Читать книгу Сон-да-ветер. Дилогия - Александра Глазкина - Страница 5
ВРЕМЯ ТРЕТЬЕЙ ЛУНЫ
НИРА
Оглавление– Сомния дала доброе предзнаменование! – торжественно произносит жрица. – Поход ваш будет долог, но успешен, и вернетесь вы с большой прибылью!
По толпе, собравшейся перед ступенями храма, проносится гул одобрения, а я до боли прикусываю губу, чтобы не сорвался крик отчаяния. Как она может отправлять людей на верную смерть? Я ведь видела, видела их – как падают с коней тела, как катятся по каменистому склону отрубленные головы и земля чернеет от крови. Сомния предостерегает от похода, но я не имею права об этом сообщить, ведь я здесь – никто.
Первое мгновение утром, когда открываю глаза, я думаю, что холод, сковавший мое тело, лишь от ночи, проведенной на мраморном полу. Но потом, когда образы, явленные мне, проступают сквозь дремотную завесу, холод усиливается. Две послушницы тихи и безмятежны, значит, их видение совпало с тем, что доступно жрице. Третья, Азе, бледна и расстроена, и в ее глазах – пустота. Несложно понять, что Сомния не удостоила ее своей благодатью, и время ее послушничества продлится.
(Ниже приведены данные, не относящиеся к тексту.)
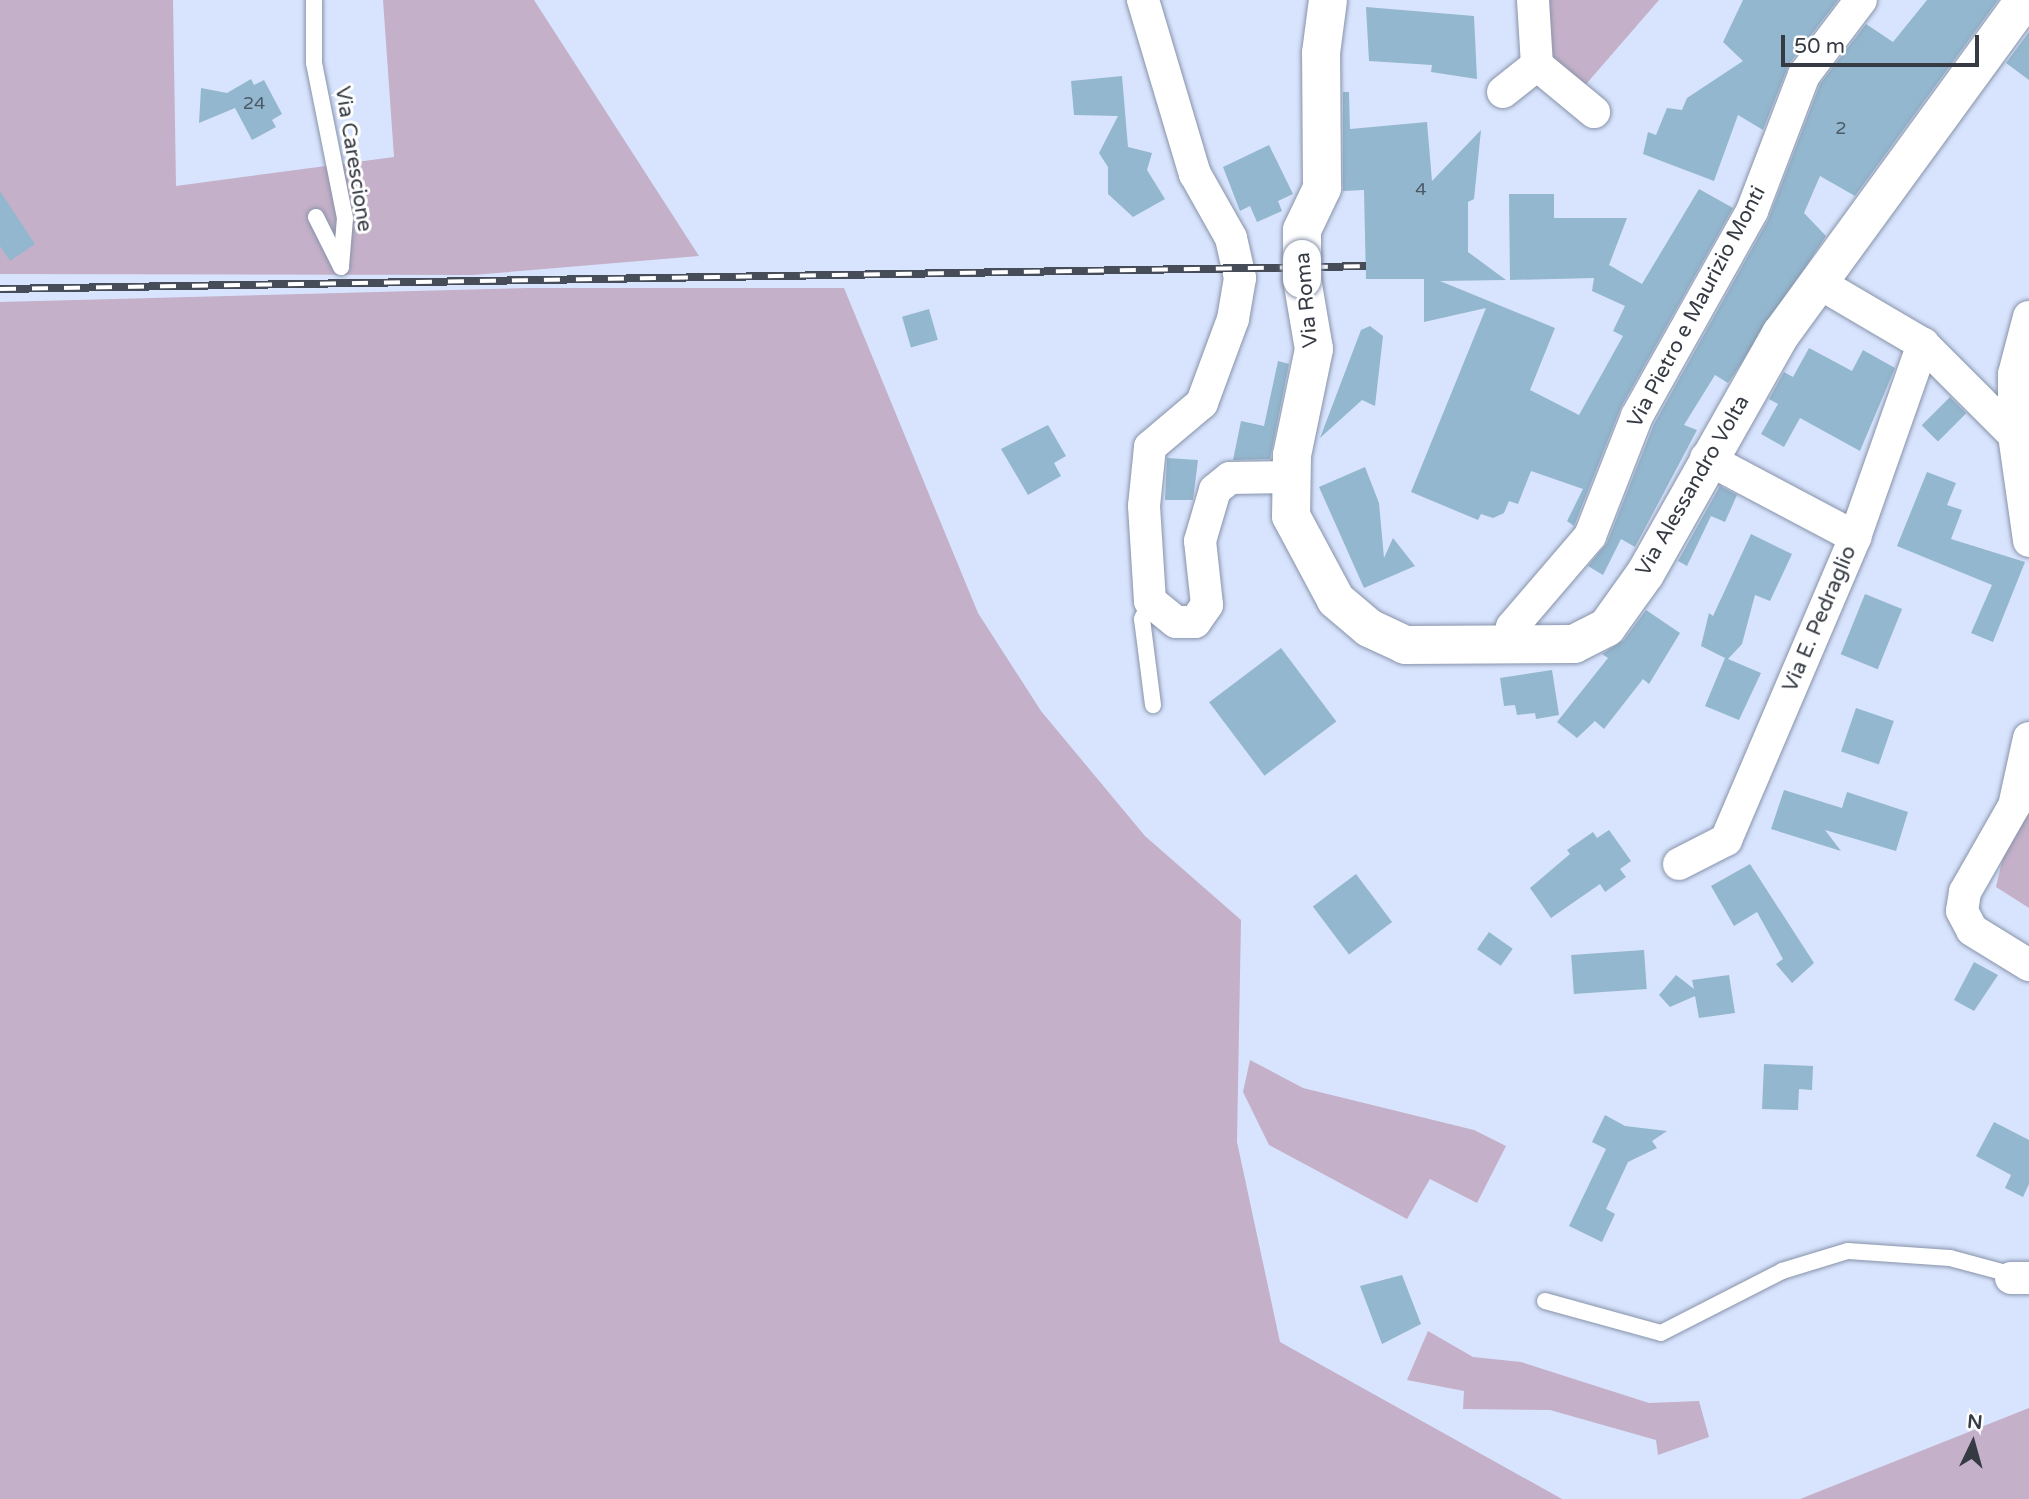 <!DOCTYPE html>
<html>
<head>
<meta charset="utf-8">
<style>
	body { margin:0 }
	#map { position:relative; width:2029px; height:1499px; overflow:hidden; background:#d8e4fd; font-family:"Varela Round",sans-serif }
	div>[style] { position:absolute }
	.green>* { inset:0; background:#c4b0c8 }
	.building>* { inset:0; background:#93b7ce; transform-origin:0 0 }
	.roads { filter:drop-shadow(0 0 2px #8793a9) drop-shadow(0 0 2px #8793a9) }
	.service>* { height:16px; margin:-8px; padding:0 8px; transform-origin:8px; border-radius:8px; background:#fff }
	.minor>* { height:32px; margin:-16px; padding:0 16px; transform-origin:16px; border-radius:16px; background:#fff }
	.tertiary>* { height:38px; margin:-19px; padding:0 19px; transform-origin:19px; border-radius:19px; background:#fff }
	.rail>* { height:8px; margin-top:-4px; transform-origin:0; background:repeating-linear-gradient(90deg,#fff 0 16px,#474d58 0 32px); box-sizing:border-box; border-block:2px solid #474d58 }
	.bridges { filter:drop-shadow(0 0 2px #8793a9) drop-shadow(0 0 2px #8793a9) }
	.tertiary-bridge>* { height:38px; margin:-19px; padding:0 19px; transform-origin:19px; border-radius:19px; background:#fff }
	span { translate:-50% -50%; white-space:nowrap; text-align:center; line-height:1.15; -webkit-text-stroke:6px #fff; paint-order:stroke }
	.number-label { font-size:18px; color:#4c5966 }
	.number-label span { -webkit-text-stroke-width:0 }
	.street-label { font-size:21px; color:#353a43 }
	.north { position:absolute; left:1938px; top:1408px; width:70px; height:70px; -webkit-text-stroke:5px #fff; paint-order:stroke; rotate:5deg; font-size:19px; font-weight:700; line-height:28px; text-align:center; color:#353a43 }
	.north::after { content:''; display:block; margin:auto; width:24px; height:32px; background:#353a43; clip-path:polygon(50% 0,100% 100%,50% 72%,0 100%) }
	.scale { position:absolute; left:1781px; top:35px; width:198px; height:32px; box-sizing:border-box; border:4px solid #353a43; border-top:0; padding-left:9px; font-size:21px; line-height:24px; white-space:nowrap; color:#353a43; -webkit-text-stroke:5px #fff; paint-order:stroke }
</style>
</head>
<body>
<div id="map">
	<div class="green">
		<i style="clip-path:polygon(0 0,173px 0,176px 186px,394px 157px,383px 0,534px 0,699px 256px,473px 275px,0 274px)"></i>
		<i style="clip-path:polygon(1539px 0,1659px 0,1581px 90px,1543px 45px)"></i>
		<i style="clip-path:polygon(528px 288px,844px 288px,978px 613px,1041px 711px,1145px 836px,1241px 920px,1237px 1142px,1280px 1342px,1562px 1499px,0 1499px,0 302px)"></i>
		<i style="clip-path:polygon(2017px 796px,2029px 800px,2029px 908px,1996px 887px)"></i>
		<i style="clip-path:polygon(1250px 1060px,1303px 1088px,1474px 1130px,1506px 1146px,1477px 1203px,1430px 1179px,1407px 1219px,1269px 1145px,1243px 1092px)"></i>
		<i style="clip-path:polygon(1428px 1331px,1473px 1357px,1521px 1362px,1649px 1403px,1699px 1401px,1709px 1437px,1658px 1455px,1656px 1440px,1550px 1410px,1463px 1409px,1464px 1391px,1407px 1380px)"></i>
		<i style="clip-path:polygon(2029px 1408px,2029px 1499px,1800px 1499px)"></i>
	</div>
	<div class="building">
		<i style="clip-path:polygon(1743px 0,1838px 0,1789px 64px,1763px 130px,1738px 115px,1714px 181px,1643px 154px,1648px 132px,1656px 135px,1667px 108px,1682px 110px,1687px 98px,1743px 61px,1723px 42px)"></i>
		<i style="clip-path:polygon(1927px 0,1998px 0,1855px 196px,1820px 176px,1804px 213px,1826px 236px,1728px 383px,1715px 375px,1684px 425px,1697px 430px,1635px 547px,1621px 539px,1603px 575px,1588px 566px,1607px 543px,1654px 424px,1768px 220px,1820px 84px,1866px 24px,1893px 42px)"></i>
		<i style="clip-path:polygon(1366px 7px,1474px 16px,1477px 79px,1431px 72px,1432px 65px,1369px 61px)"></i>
		<i style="clip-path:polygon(2029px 32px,2029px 80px,2006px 63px)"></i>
		<i style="clip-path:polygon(1122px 76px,1128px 147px,1152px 153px,1147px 170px,1165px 199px,1133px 217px,1108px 194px,1108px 167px,1099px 153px,1118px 116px,1074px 115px,1071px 81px)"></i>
		<i style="clip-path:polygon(251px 79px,254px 85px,264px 80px,282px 114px,272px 120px,276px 127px,252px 140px,235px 108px,199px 123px,201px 88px,227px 93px)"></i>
		<i style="clip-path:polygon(1343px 92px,1349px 92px,1350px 129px,1427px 122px,1432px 181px,1481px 130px,1474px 199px,1468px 202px,1468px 252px,1506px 280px,1440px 281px,1555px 328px,1530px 390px,1579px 415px,1623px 336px,1613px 331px,1625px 306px,1592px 291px,1594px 278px,1510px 280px,1509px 194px,1554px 194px,1554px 218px,1627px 218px,1609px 265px,1642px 284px,1699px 189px,1733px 208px,1621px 407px,1574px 526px,1567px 521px,1583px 489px,1531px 471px,1518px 504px,1509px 501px,1504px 513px,1493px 518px,1481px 514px,1478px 520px,1411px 492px,1486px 308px,1424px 322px,1424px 279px,1366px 279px,1364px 190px,1343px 191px)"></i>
		<i style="clip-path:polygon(1269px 145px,1293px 194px,1278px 201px,1282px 211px,1257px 222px,1250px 206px,1240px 211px,1223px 167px)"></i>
		<i style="clip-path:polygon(0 191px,35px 244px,10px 261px,0 246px)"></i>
		<i style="left:929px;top:309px;width:32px;height:28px;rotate:74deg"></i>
		<i style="clip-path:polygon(1370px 326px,1383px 336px,1375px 406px,1362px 400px,1320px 438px,1361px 330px)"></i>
		<i style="clip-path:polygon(1809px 348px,1852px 371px,1863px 350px,1895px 368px,1860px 451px,1800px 418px,1784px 447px,1761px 434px,1778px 404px,1769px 399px,1784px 372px,1793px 377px)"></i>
		<i style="clip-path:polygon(1278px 361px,1289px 364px,1270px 459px,1233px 460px,1241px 421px,1264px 426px)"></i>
		<i style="left:1950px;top:397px;width:23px;height:40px;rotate:45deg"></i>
		<i style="clip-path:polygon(1048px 425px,1066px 456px,1054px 463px,1061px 476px,1028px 495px,1001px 449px)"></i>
		<i style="clip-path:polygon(1167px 458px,1198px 460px,1193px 500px,1165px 500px)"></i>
		<i style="clip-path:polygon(1365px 467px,1379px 503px,1384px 558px,1393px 538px,1415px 566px,1364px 588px,1319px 487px)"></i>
		<i style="clip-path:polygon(1927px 472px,1956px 483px,1947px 505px,1962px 510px,1951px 539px,2025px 562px,1993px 642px,1971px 633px,1992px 585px,1897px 546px)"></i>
		<i style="clip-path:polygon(1720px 486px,1737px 495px,1725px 522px,1711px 516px,1687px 566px,1678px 561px)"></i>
		<i style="clip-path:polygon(1751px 534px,1792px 554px,1770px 601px,1755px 595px,1742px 644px,1728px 659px,1761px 673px,1739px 720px,1705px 706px,1725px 658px,1701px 646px,1709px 613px,1713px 616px)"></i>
		<i style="left:1865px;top:594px;width:40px;height:65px;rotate:22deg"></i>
		<i style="clip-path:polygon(1646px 610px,1680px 633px,1649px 684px,1643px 679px,1604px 729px,1595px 721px,1577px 738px,1557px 722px,1608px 658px,1602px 654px,1624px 640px)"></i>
		<i style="left:1281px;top:648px;width:92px;height:90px;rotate:53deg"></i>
		<i style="clip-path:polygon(1552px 670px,1559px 715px,1536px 719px,1535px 713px,1517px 715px,1515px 705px,1504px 706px,1500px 678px)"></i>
		<i style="left:1856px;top:708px;width:40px;height:46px;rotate:19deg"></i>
		<i style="clip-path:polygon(1784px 790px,1842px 808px,1847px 792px,1908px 812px,1896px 851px,1825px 830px,1841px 851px,1771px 829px)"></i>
		<i style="clip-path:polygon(1609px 830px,1631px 861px,1620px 869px,1626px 877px,1605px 892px,1600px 884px,1551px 918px,1530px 888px,1570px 854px,1567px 850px,1593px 832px,1597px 838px)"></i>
		<i style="clip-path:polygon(1750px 864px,1814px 963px,1792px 983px,1776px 964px,1783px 959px,1757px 912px,1734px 926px,1711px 886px)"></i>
		<i style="left:1356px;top:874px;width:60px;height:54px;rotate:53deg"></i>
		<i style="left:1489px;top:932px;width:29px;height:21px;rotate:35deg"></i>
		<i style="left:1644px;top:950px;width:39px;height:73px;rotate:86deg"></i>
		<i style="clip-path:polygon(1974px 962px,1998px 975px,1974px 1011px,1954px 1000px)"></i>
		<i style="clip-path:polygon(1676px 975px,1694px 989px,1692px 980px,1729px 975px,1735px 1013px,1699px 1018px,1695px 996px,1670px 1007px,1659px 995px)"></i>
		<i style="clip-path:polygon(1764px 1064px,1813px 1066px,1812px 1090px,1799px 1089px,1798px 1110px,1762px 1109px)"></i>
		<i style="clip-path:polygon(1605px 1115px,1625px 1126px,1667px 1131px,1652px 1141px,1657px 1148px,1628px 1162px,1606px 1209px,1615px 1214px,1602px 1242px,1569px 1226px,1606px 1149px,1592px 1142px)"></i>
		<i style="clip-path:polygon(1994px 1122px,2029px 1140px,2029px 1184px,2023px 1197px,2005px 1188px,2011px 1175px,1976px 1156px)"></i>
		<i style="clip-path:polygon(1402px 1275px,1421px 1324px,1382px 1344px,1360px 1286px)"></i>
	</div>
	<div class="roads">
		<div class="service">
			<i style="left:314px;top:0;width:63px;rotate:90deg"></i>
			<i style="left:314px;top:63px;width:158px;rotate:78.7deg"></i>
			<i style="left:345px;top:218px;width:49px;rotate:94.7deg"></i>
			<i style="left:341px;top:267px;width:56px;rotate:-116.6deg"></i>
			<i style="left:1150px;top:601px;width:20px;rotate:114deg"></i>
			<i style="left:1142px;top:619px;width:87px;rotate:82.7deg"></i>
			<i style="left:1545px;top:1301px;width:120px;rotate:15.4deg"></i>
			<i style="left:1661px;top:1333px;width:136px;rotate:-27.1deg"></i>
			<i style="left:1782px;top:1271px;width:69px;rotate:-16.9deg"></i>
			<i style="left:1848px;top:1251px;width:102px;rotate:3.9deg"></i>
			<i style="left:1950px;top:1258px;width:69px;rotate:15deg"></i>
		</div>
		<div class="minor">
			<i style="left:1143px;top:0;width:182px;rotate:73.4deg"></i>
			<i style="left:1195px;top:174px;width:73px;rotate:60.6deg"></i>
			<i style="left:1231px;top:238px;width:41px;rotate:77.3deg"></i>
			<i style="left:1240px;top:278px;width:42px;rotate:99.7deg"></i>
			<i style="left:1233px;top:319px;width:90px;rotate:110.3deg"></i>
			<i style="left:1202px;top:403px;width:68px;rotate:139.8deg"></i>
			<i style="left:1150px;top:447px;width:59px;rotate:95.8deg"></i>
			<i style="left:1144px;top:506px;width:95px;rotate:86.4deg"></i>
			<i style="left:1150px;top:601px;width:33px;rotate:39deg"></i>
			<i style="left:1176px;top:622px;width:19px"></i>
			<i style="left:1195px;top:622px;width:21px;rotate:-55deg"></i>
			<i style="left:1207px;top:605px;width:64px;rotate:-96.2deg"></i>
			<i style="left:1200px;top:541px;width:53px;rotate:-73.6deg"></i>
			<i style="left:1215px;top:490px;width:19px;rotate:-39deg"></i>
			<i style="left:1230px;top:478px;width:60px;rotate:-1deg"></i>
			<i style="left:1533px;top:0;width:65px;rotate:86.5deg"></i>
			<i style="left:1537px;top:65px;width:74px;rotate:39.5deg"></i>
			<i style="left:1503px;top:92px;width:43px;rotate:-38.5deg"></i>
			<i style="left:1819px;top:283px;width:121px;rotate:30.4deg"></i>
			<i style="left:1923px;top:344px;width:129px;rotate:45deg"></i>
			<i style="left:2014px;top:435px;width:107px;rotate:81.9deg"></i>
			<i style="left:2014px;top:435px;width:61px;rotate:-90deg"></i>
			<i style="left:2014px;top:374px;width:59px;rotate:-75.3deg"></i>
			<i style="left:1706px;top:458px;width:169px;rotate:27.9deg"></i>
			<i style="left:1507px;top:645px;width:19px;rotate:-74deg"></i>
			<i style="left:1512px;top:627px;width:120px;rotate:-49.4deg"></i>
			<i style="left:1590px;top:536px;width:129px;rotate:-68.6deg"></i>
			<i style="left:1637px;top:416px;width:235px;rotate:-60.7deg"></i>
			<i style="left:1752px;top:211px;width:146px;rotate:-69.1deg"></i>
			<i style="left:1804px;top:75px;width:94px;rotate:-52.8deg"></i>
			<i style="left:2029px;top:738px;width:70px;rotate:102.4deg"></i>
			<i style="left:2014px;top:806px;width:99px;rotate:119.7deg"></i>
			<i style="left:1965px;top:892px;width:19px;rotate:99deg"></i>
			<i style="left:1962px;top:911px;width:21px;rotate:62deg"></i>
			<i style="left:1972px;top:930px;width:67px;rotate:31.6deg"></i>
			<i style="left:1679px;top:864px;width:53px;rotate:-27.1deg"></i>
			<i style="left:1726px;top:840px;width:329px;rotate:-66.9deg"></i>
			<i style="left:1855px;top:537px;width:205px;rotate:-70.6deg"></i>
			<i style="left:2011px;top:1278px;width:18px"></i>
		</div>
		<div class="tertiary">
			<i style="left:1302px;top:259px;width:29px;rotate:-90deg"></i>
			<i style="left:1302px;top:230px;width:47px;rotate:-64.5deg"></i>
			<i style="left:1322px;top:188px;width:135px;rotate:-90.4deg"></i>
			<i style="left:1321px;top:53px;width:53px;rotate:-82.5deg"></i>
			<i style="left:1302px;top:279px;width:71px;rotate:80.3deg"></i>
			<i style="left:1314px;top:349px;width:108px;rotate:101.7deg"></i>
			<i style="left:1292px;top:455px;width:61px;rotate:90.9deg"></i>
			<i style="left:1291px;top:516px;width:95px;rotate:61.8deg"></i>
			<i style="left:1336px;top:600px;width:43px;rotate:40.3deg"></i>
			<i style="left:1369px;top:628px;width:40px;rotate:25deg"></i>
			<i style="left:1405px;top:645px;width:169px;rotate:-0.3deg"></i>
			<i style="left:1574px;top:644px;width:37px;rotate:-27deg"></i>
			<i style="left:1607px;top:627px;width:65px;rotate:-54.4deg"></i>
			<i style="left:1645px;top:574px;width:276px;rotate:-60.5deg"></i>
			<i style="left:1781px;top:334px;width:414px;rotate:-53.9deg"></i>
		</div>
	</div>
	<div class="rail">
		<i style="left:0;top:289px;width:1366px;rotate:-0.96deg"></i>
	</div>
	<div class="bridges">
		<div class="tertiary-bridge">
			<i style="left:1302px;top:279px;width:20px;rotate:-90deg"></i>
		</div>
	</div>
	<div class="number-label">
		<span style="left:254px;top:103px">24</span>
		<span style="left:1841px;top:128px">2</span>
		<span style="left:1421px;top:189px">4</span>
	</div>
	<div class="street-label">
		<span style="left:353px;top:159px;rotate:81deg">Via Carescione</span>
		<span style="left:1307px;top:300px;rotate:-95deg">Via Roma</span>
		<span style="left:1697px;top:307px;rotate:-62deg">Via Pietro e Maurizio Monti</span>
		<span style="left:1693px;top:486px;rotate:-60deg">Via Alessandro Volta</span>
		<span style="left:1820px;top:619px;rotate:-67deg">Via E. Pedraglio</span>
	</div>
	<div class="north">N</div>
	<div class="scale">50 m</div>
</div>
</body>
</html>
Мне бы радоваться, что я прошла инициацию, раз мне явилось видение, но как радоваться тому, что обещает смерть?
Жрица по одной призывает нас к себе, в комнату, надежно укрытую тяжелым черным пологом, и, возложив прохладную ладонь на лоб, вопрошает об увиденном. Когда приходит мой черед, я покорно опускаюсь на колени и сбивчиво рассказываю о том, что было явлено. Лицо жрицы застывает, рука едва заметно дрожит.
– Моли Сомнию о смирении, иначе она отвернется от тебя. Ты еще слишком неопытна, чтобы правильно читать знаки. Ты ошиблась, Нира. Учись, чтобы не вносить смятение в наши ряды, раз уже ты решила посвятить себя храму!
Я киваю, с трудом сдерживая слезы. Может, она права, и я действительно неверно истолковала свой сон? Но эта бойня, зловещий блеск мечей, жемчуг, ручьем вытекающий из продырявленных мешков, предсмертные крики…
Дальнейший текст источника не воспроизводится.